[WHAT THE TASK REQUIRES]: Copy each line below containing "labels".

[GIVEN DATA]:
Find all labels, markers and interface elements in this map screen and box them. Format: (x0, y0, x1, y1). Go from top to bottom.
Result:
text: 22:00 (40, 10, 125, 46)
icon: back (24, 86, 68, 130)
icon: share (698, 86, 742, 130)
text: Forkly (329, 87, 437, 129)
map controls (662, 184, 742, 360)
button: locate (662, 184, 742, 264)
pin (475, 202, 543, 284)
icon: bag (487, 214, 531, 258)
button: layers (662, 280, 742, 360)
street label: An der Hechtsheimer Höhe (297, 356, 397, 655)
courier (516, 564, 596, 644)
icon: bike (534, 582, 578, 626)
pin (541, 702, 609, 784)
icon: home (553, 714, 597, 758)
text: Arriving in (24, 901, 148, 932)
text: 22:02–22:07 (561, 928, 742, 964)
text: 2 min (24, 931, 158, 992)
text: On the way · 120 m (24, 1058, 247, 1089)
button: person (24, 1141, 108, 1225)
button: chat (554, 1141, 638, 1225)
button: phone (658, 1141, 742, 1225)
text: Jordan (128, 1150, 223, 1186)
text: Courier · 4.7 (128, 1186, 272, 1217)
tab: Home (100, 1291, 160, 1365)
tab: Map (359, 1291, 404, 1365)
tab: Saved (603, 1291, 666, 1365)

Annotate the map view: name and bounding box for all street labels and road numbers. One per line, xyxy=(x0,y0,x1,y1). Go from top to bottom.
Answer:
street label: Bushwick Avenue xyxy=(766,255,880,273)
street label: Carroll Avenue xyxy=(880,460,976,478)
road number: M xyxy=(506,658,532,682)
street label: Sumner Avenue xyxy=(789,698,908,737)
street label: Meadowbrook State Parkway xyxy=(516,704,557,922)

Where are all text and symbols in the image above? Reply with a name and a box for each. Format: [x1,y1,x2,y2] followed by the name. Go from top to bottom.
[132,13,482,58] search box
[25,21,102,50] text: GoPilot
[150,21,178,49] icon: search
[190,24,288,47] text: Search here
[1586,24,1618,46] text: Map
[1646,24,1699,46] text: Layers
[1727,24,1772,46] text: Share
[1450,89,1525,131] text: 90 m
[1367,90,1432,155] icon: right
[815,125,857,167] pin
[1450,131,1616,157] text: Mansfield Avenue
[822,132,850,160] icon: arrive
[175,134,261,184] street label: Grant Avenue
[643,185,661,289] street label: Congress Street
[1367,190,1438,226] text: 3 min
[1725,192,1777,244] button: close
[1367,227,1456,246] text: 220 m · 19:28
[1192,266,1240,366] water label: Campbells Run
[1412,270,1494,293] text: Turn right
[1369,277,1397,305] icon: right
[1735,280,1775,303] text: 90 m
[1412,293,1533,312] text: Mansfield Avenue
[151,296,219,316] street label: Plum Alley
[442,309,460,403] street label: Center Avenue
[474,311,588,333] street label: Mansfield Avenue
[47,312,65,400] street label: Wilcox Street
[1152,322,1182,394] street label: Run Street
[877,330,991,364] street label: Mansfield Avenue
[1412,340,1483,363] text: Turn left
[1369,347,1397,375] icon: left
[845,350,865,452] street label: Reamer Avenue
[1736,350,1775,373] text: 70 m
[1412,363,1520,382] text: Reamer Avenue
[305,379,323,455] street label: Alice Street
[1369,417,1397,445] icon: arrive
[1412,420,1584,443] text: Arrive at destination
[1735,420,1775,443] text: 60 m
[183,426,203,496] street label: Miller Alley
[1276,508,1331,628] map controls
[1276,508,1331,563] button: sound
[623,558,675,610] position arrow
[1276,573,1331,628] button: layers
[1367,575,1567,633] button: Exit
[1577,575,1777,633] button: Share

[RESULT OF THIS EXERCISE]:
Find all labels, markers and interface elements in this map screen and box them. Format: (x0, y0, x1, y1). Go from top to bottom.
Annotate the map view: name and bounding box for all street labels and road numbers. One per line, xyxy=(x0,y0,x1,y1). Go from top to bottom.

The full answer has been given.